[Rd] Bug report: parLapply with capture.output(type="message") produces an error

Henrik Bengtsson henr|k@bengt@@on @end|ng |rom gm@||@com
Fri Oct 6 03:15:09 CEST 2023


This is actually not a bug. If we really want to identify a bug, then
it's actually a bug in your code. We'll get to that at the very end.
Either way, it's an interesting report that reveals a lot of things.

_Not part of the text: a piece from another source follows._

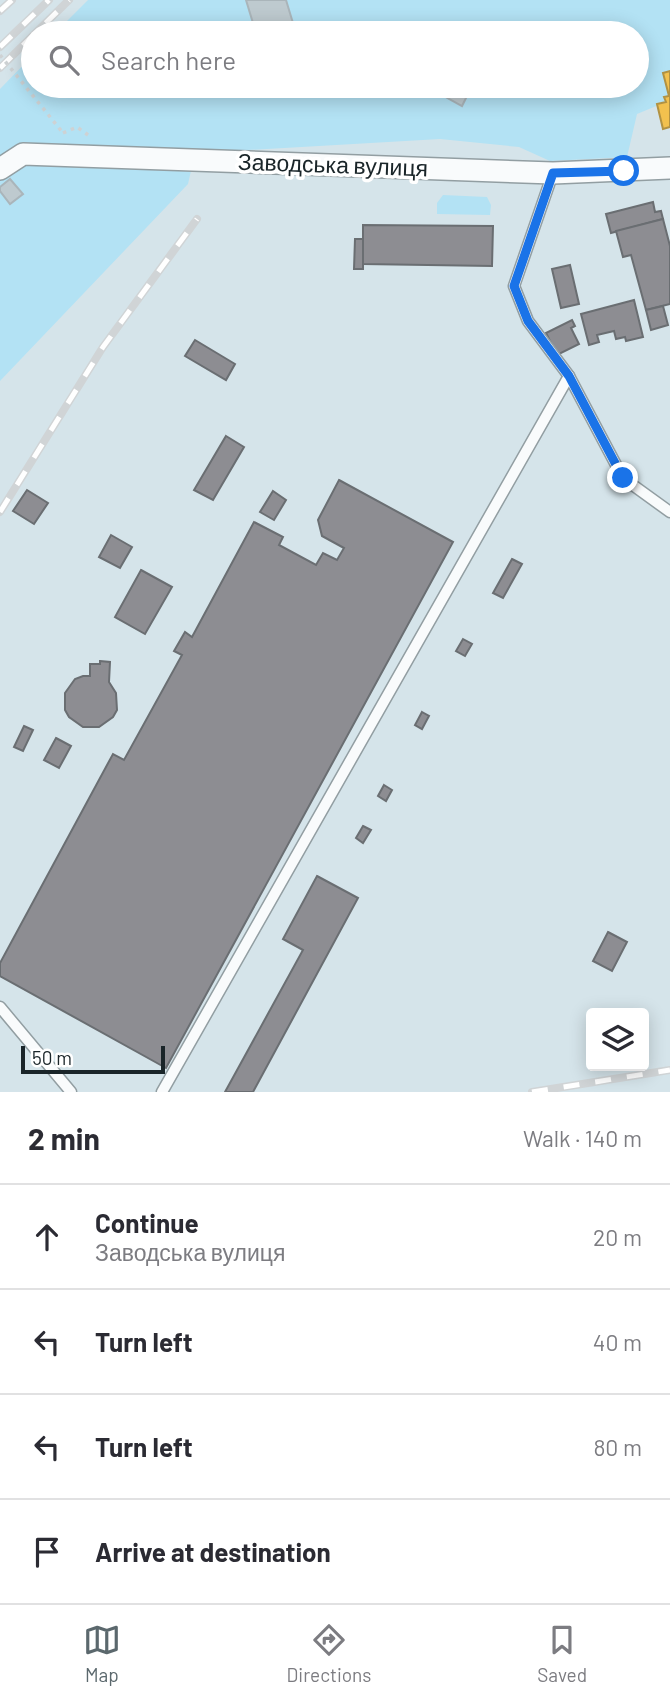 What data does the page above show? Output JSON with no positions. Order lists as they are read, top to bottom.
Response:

First, here's a slightly simpler version of your example:

$ Rscript --vanilla -e 'library(parallel); cl <- makeCluster(1); x <-
clusterEvalQ(cl, { capture.output(NULL, type = "message") })'
Error in unserialize(node$con) : error reading from connection
Calls: <Anonymous> ... doTryCatch -> recvData -> recvData.SOCKnode ->
unserialize
Execution halted

There are lots of things going on here, but before we get to the
answer, the most important take-home message here is:

 Never ever use capture.output(..., type = "message") in R.

Second comment is:

 No, really, do not do that!

Now, towards what is going on in your example. First, I don't think
help("capture.output") is too "kind" here, when it says:

'Messages sent to stderr() (including those from message, warning and
stop) are captured by type = "message". Note that this can be “unsafe”
and should only be used with care.'

To understand why you shouldn't do this, you have to know that
capture.output() uses sink() internally, and its help page says:

"Sink-ing the messages stream should be done only with great care. For
that stream file must be an already open connection, and there is no
stack of connections."

The "[When] Sink-ing the messages stream ... there is no stack of
connections" is the reason for your the problem you're experiencing.
What happens is that, the background workers that you launch with
parallel::makeCluster() will use sink(..., type = "message")
internally and that's active throughout all parallel evaluation.  Now,
when you add another one of, via your capture.output(..., type =
"message"), you are stealing the "message" sink from the parallel
worker.  Our simplified example can be reproduced using only sink():s
as:

$ Rscript --vanilla -e 'library(parallel); cl <- makeCluster(1); x <-
clusterEvalQ(cl, { sink(file(nullfile(), open = "a"), type =
"message"); sink(type = "message") })'
Error in unserialize(node$con) : error reading from connection
Calls: <Anonymous> ... doTryCatch -> recvData -> recvData.SOCKnode ->
unserialize
Execution halted

Back to the "message" sink that parallel sets up. By default, it sinks
to the "null" file.  This is done to avoid output on parallel workers
from cluttering up the terminal.  The default is controlled by
argument 'outfile' of makeCluster(), i.e. our example does:

cl <- makeCluster(1, outfile = "/dev/null")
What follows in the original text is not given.